Dallo Schauspielhaus di Bochum arrivano due interessanti produzioni che condividono il tema del denaro in tempo di guerra: Die unsichtbare Hand di Ayad Akhtar, testo memore dei Lehrstücke di Brecht, è affidato per la sua messinscena alle competenze di Anselm Weber e all’interpretazione di Heiko Raulin, Samuel Simon e Omar El-Saeidi; Am Boden è il titolo del monologo di Georg Brant dedicato alle dolorose memorie di una pilota militare che in scena è Sarah Grunert.

Allo Schauspiel di Colonia è stata applaudita la rappresentazione in chiave moderna del cechoviano Iwanow in una prospettiva analitica attenta al rapporto intercorrente tra la morale e la crisi finanziaria. Alla raffinata regia di Robert Borgmann è corrisposta la pregevole prova di Wolfgang Pregler, Guido Lambrecht, Katharina Schmalenberg, Marek Harloff, Sophie Burtscher e Gerrit Jansen nella parte del titolo. A questo spettacolo dalle atmosfere cupe e inquietanti si affianca sempre nella programmazione del principale teatro di Colonia il clima leggero e divertito di Swallow, commedia del giovane drammaturgo svedese Stef Smith di cui sono protagoniste tre donne (Nicola Gründel, Ines Marie Westernströer e Magdalena Schlott) che condividono lo stesso appartamento.

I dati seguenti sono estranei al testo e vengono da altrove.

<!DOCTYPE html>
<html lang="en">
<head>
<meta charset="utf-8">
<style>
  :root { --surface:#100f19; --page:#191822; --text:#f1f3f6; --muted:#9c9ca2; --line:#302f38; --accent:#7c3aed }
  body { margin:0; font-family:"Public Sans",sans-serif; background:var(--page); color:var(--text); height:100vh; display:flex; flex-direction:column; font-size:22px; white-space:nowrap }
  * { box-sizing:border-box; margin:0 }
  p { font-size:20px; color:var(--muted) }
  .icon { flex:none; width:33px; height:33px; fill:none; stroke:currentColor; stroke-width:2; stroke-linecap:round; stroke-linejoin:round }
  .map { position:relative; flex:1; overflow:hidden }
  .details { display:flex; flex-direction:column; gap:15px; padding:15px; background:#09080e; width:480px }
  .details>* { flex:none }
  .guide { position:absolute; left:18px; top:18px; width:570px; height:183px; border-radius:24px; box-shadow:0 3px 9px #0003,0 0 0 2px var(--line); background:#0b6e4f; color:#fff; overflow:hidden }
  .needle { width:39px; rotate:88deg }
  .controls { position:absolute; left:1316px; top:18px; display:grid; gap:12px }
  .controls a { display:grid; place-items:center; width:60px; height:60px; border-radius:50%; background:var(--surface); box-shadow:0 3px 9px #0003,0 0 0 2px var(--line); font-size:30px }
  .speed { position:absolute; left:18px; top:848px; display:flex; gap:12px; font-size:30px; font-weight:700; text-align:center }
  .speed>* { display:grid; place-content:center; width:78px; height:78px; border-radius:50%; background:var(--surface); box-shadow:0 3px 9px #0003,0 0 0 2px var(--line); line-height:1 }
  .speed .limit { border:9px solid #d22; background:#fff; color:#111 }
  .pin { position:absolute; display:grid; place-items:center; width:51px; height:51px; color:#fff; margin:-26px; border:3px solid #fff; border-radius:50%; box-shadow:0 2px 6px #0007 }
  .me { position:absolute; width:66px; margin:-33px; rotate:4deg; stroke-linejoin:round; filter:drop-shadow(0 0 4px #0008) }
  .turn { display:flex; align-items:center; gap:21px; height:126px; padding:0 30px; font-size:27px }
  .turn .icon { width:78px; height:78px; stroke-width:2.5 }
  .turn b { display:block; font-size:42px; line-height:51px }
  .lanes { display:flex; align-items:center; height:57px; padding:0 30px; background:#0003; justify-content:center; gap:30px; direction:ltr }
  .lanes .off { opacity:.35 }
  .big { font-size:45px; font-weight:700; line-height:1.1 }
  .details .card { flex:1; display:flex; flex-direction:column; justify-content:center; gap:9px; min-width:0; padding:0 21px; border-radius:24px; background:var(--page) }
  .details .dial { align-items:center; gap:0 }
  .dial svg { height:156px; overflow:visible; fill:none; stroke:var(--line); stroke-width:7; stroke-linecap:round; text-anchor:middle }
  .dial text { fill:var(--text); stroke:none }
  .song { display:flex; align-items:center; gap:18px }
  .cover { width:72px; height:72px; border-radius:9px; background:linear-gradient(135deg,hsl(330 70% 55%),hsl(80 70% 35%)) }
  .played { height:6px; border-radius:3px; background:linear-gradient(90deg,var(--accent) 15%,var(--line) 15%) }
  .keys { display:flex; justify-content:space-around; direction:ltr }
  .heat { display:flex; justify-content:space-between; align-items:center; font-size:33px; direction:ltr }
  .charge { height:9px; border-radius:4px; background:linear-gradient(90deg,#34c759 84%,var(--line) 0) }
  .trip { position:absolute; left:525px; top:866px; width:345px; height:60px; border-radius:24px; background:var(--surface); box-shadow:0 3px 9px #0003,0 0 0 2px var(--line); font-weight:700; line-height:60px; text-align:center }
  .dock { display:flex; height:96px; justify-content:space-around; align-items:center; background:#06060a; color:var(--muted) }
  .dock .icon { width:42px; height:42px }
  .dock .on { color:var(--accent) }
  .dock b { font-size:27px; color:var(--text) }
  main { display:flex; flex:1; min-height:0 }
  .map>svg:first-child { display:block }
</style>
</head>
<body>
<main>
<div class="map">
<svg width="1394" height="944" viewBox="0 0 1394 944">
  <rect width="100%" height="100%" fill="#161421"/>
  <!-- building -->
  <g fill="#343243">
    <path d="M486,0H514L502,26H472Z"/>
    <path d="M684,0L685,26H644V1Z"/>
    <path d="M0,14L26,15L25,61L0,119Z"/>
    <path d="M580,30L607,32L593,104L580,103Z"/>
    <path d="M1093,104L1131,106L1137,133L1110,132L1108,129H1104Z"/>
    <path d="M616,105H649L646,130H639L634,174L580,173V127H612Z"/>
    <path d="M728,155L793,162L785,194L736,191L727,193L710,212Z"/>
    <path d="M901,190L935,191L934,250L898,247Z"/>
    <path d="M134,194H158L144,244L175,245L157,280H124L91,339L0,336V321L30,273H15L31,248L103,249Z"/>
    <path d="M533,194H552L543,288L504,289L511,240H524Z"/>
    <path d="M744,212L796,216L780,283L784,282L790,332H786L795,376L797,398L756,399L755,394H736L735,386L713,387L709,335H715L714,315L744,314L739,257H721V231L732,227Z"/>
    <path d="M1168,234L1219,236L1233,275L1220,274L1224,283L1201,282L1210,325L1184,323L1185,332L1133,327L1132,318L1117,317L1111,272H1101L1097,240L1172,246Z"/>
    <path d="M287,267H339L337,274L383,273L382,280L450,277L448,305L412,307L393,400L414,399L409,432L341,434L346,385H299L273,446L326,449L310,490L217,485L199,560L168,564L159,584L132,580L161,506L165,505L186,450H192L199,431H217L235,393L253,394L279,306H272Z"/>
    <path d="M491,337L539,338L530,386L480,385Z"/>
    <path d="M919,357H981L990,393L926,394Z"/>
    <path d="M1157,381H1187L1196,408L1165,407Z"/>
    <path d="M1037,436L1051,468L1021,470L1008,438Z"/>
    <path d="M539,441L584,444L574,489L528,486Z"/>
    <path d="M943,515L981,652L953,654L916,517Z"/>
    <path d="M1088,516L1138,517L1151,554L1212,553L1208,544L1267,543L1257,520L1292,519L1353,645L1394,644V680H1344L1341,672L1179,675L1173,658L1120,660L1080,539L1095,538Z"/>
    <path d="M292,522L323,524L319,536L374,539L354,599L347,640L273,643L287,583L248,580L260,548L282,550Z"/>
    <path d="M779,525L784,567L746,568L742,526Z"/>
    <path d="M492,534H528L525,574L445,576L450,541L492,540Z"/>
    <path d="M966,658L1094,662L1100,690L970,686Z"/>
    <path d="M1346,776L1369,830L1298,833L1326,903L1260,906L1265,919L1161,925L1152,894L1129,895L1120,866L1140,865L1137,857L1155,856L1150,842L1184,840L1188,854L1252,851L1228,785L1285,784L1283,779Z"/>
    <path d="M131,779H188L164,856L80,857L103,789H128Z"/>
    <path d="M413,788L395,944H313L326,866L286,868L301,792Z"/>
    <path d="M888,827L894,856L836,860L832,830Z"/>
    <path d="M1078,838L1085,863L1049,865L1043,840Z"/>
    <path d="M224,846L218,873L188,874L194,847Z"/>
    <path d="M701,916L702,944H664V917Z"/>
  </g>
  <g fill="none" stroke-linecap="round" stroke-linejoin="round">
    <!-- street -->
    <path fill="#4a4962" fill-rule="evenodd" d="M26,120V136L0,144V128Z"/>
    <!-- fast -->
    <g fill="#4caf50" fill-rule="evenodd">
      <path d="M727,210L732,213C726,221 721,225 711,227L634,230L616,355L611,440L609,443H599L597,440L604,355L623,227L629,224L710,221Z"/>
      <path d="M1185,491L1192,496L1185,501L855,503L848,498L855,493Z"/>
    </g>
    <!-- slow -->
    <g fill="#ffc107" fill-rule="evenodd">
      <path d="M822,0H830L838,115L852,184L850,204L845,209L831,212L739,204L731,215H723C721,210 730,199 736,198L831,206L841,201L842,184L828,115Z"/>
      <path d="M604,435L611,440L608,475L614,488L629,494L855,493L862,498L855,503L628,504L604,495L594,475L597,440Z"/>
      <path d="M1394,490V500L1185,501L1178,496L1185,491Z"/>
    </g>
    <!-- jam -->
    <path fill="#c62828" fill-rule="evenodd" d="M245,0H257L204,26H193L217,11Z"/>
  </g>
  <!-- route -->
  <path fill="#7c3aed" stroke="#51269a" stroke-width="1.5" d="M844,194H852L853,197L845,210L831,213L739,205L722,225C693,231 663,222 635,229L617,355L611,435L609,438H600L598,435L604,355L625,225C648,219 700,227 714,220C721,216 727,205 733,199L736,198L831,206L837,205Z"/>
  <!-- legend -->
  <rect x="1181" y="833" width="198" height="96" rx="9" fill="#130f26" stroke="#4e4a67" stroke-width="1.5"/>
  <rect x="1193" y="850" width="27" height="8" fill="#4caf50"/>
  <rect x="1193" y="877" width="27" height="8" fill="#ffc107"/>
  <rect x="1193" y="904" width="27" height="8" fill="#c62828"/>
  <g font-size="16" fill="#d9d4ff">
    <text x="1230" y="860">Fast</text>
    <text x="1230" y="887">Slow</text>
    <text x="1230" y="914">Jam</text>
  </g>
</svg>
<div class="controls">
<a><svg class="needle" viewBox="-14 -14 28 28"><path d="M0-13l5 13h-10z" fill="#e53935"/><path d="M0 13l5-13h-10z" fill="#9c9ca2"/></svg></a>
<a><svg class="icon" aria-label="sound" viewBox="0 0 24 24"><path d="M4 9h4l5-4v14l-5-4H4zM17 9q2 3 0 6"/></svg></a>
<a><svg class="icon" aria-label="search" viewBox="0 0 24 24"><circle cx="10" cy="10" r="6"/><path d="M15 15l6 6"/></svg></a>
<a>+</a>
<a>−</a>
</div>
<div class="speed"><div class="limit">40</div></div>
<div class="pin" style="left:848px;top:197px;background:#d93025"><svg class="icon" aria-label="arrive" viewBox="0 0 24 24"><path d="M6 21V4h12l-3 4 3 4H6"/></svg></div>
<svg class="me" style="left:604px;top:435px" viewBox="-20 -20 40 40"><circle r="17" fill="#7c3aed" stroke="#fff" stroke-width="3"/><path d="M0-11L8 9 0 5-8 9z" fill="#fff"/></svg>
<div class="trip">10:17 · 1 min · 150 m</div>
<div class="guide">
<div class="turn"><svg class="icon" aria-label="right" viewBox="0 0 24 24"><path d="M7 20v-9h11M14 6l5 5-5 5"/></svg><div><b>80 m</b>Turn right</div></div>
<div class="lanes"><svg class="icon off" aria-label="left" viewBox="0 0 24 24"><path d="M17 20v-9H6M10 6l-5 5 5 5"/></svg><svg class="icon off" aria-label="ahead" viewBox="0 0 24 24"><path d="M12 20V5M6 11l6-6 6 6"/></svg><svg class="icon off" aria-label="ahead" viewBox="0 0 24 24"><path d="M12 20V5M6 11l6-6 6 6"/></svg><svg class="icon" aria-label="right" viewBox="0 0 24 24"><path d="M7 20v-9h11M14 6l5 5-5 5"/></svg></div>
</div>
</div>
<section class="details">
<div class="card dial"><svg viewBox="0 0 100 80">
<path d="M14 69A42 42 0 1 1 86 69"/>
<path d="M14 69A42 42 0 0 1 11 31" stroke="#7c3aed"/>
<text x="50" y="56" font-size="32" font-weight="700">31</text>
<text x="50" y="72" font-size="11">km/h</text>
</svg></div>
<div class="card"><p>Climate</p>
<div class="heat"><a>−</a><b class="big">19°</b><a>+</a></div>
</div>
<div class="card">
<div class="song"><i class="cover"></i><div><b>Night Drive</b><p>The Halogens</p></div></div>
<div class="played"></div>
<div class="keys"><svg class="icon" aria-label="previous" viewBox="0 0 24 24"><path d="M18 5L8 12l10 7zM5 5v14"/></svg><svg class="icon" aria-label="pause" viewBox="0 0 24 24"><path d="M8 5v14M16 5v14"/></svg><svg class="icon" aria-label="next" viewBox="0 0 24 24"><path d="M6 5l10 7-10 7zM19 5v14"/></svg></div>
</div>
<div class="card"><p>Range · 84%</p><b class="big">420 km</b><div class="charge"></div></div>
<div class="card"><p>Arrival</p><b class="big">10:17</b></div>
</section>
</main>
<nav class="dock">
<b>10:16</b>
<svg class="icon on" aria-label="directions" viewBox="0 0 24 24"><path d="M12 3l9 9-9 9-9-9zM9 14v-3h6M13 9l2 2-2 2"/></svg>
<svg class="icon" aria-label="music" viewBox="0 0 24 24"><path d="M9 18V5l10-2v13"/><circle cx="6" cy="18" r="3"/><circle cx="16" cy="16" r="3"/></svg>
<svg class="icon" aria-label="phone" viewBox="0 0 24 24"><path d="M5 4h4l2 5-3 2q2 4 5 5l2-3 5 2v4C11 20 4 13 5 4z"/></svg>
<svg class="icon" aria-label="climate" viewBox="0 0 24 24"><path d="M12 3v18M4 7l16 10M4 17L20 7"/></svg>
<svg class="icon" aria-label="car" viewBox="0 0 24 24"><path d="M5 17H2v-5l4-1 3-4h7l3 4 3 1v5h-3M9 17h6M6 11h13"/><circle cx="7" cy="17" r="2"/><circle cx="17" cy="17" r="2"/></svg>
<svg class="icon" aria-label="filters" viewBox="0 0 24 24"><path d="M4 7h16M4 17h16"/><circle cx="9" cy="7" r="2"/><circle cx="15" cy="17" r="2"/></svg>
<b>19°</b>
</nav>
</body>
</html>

Nelle pagine di Akteure si legge il profilo artistico di Andreas Döhler, attore di grande padronanza nella sfera gestuale ed espressiva, come ha dimostrato la recente partecipazione a Der Untergang der Egoisten Johann Fatzer di Brecht (regia di Tom Kühnel e Jürgen Kuttner per i Kammerspiele di Monaco), preceduta dal beckettiano Warten auf Godot in cui Ivan Panteleev gli affida la parte di Lucky e dallo shakespeariano Was ihr wollt firmato da Stefan Pucker.

Nelle pagine di International è pubblicato un interessante articolo-inchiesta in cui si indagano le diverse tipologie di pubblico presenti nei principali teatri di New York. L’intervista rilasciata da Oskar Eustis permette di approfondire questioni relative alla nuova drammaturgia, alle produzioni di Broadway, all’attività di Tony Kushner, Bernie Sanders, Thomas Piketty e alle idee radicali che stanno lievitando negli Stati Uniti.